Extracted data
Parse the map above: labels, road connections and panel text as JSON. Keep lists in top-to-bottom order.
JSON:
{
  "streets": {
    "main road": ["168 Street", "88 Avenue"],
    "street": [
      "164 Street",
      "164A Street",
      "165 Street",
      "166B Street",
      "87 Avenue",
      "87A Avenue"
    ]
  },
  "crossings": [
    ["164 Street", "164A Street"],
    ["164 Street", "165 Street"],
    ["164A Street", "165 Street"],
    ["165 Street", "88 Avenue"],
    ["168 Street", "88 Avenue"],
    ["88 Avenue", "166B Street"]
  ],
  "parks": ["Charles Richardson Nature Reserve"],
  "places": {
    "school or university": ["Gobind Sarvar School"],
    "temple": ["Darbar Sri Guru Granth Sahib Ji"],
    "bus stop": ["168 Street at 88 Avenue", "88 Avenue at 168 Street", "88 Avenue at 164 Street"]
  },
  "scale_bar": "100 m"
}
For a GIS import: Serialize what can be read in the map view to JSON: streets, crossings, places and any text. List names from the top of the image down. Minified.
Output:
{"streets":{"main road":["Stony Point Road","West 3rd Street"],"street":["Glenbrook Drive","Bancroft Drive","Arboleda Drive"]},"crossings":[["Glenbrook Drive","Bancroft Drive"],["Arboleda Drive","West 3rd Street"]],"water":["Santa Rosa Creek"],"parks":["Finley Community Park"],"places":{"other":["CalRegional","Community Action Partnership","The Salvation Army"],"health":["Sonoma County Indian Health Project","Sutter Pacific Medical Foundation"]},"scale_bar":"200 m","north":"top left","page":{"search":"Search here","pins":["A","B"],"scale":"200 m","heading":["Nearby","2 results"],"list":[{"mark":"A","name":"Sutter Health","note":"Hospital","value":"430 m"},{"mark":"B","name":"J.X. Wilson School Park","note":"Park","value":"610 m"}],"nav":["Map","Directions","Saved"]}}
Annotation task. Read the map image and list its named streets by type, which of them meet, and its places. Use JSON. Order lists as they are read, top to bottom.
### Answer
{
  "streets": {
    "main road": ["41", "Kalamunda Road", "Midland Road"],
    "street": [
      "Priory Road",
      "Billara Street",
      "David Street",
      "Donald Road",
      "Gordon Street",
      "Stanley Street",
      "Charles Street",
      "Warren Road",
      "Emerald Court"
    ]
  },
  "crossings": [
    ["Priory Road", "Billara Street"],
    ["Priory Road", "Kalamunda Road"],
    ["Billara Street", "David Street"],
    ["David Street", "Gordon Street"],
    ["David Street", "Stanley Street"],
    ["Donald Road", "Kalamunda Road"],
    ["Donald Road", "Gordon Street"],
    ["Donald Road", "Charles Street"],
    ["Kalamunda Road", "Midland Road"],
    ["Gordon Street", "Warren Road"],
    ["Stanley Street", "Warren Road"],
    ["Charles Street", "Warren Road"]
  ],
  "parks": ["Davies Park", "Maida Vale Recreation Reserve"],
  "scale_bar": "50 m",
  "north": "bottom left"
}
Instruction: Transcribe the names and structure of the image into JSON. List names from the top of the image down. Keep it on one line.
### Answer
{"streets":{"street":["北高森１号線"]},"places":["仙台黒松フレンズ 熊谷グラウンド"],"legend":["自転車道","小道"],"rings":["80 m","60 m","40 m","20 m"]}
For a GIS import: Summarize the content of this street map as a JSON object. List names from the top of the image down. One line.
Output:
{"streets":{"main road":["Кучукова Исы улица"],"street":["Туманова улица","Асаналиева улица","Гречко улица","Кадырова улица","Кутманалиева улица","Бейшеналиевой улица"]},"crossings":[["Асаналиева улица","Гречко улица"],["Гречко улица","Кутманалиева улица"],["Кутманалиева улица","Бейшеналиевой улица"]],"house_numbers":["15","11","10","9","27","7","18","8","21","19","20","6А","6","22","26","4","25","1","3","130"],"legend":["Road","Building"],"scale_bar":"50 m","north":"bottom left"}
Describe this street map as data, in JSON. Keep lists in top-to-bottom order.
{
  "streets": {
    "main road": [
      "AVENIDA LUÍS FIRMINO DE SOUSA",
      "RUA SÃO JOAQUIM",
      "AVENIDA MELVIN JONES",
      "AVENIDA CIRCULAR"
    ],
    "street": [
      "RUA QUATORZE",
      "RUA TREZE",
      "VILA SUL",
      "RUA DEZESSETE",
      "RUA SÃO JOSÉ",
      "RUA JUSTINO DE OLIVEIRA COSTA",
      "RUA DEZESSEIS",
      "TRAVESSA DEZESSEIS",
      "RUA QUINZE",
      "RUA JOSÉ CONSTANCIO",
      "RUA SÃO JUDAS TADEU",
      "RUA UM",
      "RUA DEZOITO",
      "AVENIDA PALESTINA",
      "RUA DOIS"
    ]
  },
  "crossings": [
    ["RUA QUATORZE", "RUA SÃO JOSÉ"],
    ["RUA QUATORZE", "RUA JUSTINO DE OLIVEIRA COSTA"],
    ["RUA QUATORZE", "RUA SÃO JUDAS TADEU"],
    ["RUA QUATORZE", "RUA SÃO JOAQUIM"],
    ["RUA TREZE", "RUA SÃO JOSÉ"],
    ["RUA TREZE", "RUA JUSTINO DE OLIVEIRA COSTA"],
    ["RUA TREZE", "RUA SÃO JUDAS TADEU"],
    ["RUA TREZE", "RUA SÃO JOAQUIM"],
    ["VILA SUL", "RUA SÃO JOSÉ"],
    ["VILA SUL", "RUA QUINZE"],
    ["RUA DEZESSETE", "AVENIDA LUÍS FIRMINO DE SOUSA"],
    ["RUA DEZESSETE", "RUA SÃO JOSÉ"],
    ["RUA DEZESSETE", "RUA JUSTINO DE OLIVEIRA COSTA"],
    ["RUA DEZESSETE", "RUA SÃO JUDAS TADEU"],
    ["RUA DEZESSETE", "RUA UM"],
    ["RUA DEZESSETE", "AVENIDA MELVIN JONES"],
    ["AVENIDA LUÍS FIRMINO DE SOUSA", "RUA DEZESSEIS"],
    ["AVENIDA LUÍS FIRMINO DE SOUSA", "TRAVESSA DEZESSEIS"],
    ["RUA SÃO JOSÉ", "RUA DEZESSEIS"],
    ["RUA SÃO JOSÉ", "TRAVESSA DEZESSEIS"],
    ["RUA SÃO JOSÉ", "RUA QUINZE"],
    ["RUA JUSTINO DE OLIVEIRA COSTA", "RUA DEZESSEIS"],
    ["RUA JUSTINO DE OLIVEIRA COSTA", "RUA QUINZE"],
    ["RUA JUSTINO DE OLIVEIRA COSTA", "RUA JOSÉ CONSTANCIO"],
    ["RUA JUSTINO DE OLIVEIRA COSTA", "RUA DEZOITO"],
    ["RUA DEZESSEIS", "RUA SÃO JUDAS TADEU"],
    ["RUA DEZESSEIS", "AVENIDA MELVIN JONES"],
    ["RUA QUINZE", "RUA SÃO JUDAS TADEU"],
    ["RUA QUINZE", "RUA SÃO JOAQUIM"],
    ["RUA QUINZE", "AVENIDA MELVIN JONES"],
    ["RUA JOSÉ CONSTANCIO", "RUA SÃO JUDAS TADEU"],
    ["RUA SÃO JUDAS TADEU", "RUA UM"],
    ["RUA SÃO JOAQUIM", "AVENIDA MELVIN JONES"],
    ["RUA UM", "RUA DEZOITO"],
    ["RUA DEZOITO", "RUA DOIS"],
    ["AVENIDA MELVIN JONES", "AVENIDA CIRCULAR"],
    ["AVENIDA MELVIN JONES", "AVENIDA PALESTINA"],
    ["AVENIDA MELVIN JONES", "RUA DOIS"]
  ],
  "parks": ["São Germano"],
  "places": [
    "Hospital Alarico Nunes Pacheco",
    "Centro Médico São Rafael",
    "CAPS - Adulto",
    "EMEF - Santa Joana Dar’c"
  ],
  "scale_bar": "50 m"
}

Instructions to follow
All the records, as written, must be given again.

Response area
Parse the map above: labels, road connections and panel text as JSON. Keep lists in top-to-bottom order.
JSON:
{
  "streets": {
    "main road": ["168 Street", "88 Avenue"],
    "street": [
      "164 Street",
      "164A Street",
      "165 Street",
      "166B Street",
      "87 Avenue",
      "87A Avenue"
    ]
  },
  "crossings": [
    ["164 Street", "164A Street"],
    ["164 Street", "165 Street"],
    ["164A Street", "165 Street"],
    ["165 Street", "88 Avenue"],
    ["168 Street", "88 Avenue"],
    ["88 Avenue", "166B Street"]
  ],
  "parks": ["Charles Richardson Nature Reserve"],
  "places": {
    "school or university": ["Gobind Sarvar School"],
    "temple": ["Darbar Sri Guru Granth Sahib Ji"],
    "bus stop": ["168 Street at 88 Avenue", "88 Avenue at 168 Street", "88 Avenue at 164 Street"]
  },
  "scale_bar": "100 m"
}
For a GIS import: Serialize what can be read in the map view to JSON: streets, crossings, places and any text. List names from the top of the image down. Minified.
Output:
{"streets":{"main road":["Stony Point Road","West 3rd Street"],"street":["Glenbrook Drive","Bancroft Drive","Arboleda Drive"]},"crossings":[["Glenbrook Drive","Bancroft Drive"],["Arboleda Drive","West 3rd Street"]],"water":["Santa Rosa Creek"],"parks":["Finley Community Park"],"places":{"other":["CalRegional","Community Action Partnership","The Salvation Army"],"health":["Sonoma County Indian Health Project","Sutter Pacific Medical Foundation"]},"scale_bar":"200 m","north":"top left","page":{"search":"Search here","pins":["A","B"],"scale":"200 m","heading":["Nearby","2 results"],"list":[{"mark":"A","name":"Sutter Health","note":"Hospital","value":"430 m"},{"mark":"B","name":"J.X. Wilson School Park","note":"Park","value":"610 m"}],"nav":["Map","Directions","Saved"]}}
Annotation task. Read the map image and list its named streets by type, which of them meet, and its places. Use JSON. Order lists as they are read, top to bottom.
### Answer
{
  "streets": {
    "main road": ["41", "Kalamunda Road", "Midland Road"],
    "street": [
      "Priory Road",
      "Billara Street",
      "David Street",
      "Donald Road",
      "Gordon Street",
      "Stanley Street",
      "Charles Street",
      "Warren Road",
      "Emerald Court"
    ]
  },
  "crossings": [
    ["Priory Road", "Billara Street"],
    ["Priory Road", "Kalamunda Road"],
    ["Billara Street", "David Street"],
    ["David Street", "Gordon Street"],
    ["David Street", "Stanley Street"],
    ["Donald Road", "Kalamunda Road"],
    ["Donald Road", "Gordon Street"],
    ["Donald Road", "Charles Street"],
    ["Kalamunda Road", "Midland Road"],
    ["Gordon Street", "Warren Road"],
    ["Stanley Street", "Warren Road"],
    ["Charles Street", "Warren Road"]
  ],
  "parks": ["Davies Park", "Maida Vale Recreation Reserve"],
  "scale_bar": "50 m",
  "north": "bottom left"
}
Instruction: Transcribe the names and structure of the image into JSON. List names from the top of the image down. Keep it on one line.
### Answer
{"streets":{"street":["北高森１号線"]},"places":["仙台黒松フレンズ 熊谷グラウンド"],"legend":["自転車道","小道"],"rings":["80 m","60 m","40 m","20 m"]}
For a GIS import: Summarize the content of this street map as a JSON object. List names from the top of the image down. One line.
Output:
{"streets":{"main road":["Кучукова Исы улица"],"street":["Туманова улица","Асаналиева улица","Гречко улица","Кадырова улица","Кутманалиева улица","Бейшеналиевой улица"]},"crossings":[["Асаналиева улица","Гречко улица"],["Гречко улица","Кутманалиева улица"],["Кутманалиева улица","Бейшеналиевой улица"]],"house_numbers":["15","11","10","9","27","7","18","8","21","19","20","6А","6","22","26","4","25","1","3","130"],"legend":["Road","Building"],"scale_bar":"50 m","north":"bottom left"}
Describe this street map as data, in JSON. Keep lists in top-to-bottom order.
{
  "streets": {
    "main road": [
      "AVENIDA LUÍS FIRMINO DE SOUSA",
      "RUA SÃO JOAQUIM",
      "AVENIDA MELVIN JONES",
      "AVENIDA CIRCULAR"
    ],
    "street": [
      "RUA QUATORZE",
      "RUA TREZE",
      "VILA SUL",
      "RUA DEZESSETE",
      "RUA SÃO JOSÉ",
      "RUA JUSTINO DE OLIVEIRA COSTA",
      "RUA DEZESSEIS",
      "TRAVESSA DEZESSEIS",
      "RUA QUINZE",
      "RUA JOSÉ CONSTANCIO",
      "RUA SÃO JUDAS TADEU",
      "RUA UM",
      "RUA DEZOITO",
      "AVENIDA PALESTINA",
      "RUA DOIS"
    ]
  },
  "crossings": [
    ["RUA QUATORZE", "RUA SÃO JOSÉ"],
    ["RUA QUATORZE", "RUA JUSTINO DE OLIVEIRA COSTA"],
    ["RUA QUATORZE", "RUA SÃO JUDAS TADEU"],
    ["RUA QUATORZE", "RUA SÃO JOAQUIM"],
    ["RUA TREZE", "RUA SÃO JOSÉ"],
    ["RUA TREZE", "RUA JUSTINO DE OLIVEIRA COSTA"],
    ["RUA TREZE", "RUA SÃO JUDAS TADEU"],
    ["RUA TREZE", "RUA SÃO JOAQUIM"],
    ["VILA SUL", "RUA SÃO JOSÉ"],
    ["VILA SUL", "RUA QUINZE"],
    ["RUA DEZESSETE", "AVENIDA LUÍS FIRMINO DE SOUSA"],
    ["RUA DEZESSETE", "RUA SÃO JOSÉ"],
    ["RUA DEZESSETE", "RUA JUSTINO DE OLIVEIRA COSTA"],
    ["RUA DEZESSETE", "RUA SÃO JUDAS TADEU"],
    ["RUA DEZESSETE", "RUA UM"],
    ["RUA DEZESSETE", "AVENIDA MELVIN JONES"],
    ["AVENIDA LUÍS FIRMINO DE SOUSA", "RUA DEZESSEIS"],
    ["AVENIDA LUÍS FIRMINO DE SOUSA", "TRAVESSA DEZESSEIS"],
    ["RUA SÃO JOSÉ", "RUA DEZESSEIS"],
    ["RUA SÃO JOSÉ", "TRAVESSA DEZESSEIS"],
    ["RUA SÃO JOSÉ", "RUA QUINZE"],
    ["RUA JUSTINO DE OLIVEIRA COSTA", "RUA DEZESSEIS"],
    ["RUA JUSTINO DE OLIVEIRA COSTA", "RUA QUINZE"],
    ["RUA JUSTINO DE OLIVEIRA COSTA", "RUA JOSÉ CONSTANCIO"],
    ["RUA JUSTINO DE OLIVEIRA COSTA", "RUA DEZOITO"],
    ["RUA DEZESSEIS", "RUA SÃO JUDAS TADEU"],
    ["RUA DEZESSEIS", "AVENIDA MELVIN JONES"],
    ["RUA QUINZE", "RUA SÃO JUDAS TADEU"],
    ["RUA QUINZE", "RUA SÃO JOAQUIM"],
    ["RUA QUINZE", "AVENIDA MELVIN JONES"],
    ["RUA JOSÉ CONSTANCIO", "RUA SÃO JUDAS TADEU"],
    ["RUA SÃO JUDAS TADEU", "RUA UM"],
    ["RUA SÃO JOAQUIM", "AVENIDA MELVIN JONES"],
    ["RUA UM", "RUA DEZOITO"],
    ["RUA DEZOITO", "RUA DOIS"],
    ["AVENIDA MELVIN JONES", "AVENIDA CIRCULAR"],
    ["AVENIDA MELVIN JONES", "AVENIDA PALESTINA"],
    ["AVENIDA MELVIN JONES", "RUA DOIS"]
  ],
  "parks": ["São Germano"],
  "places": [
    "Hospital Alarico Nunes Pacheco",
    "Centro Médico São Rafael",
    "CAPS - Adulto",
    "EMEF - Santa Joana Dar’c"
  ],
  "scale_bar": "50 m"
}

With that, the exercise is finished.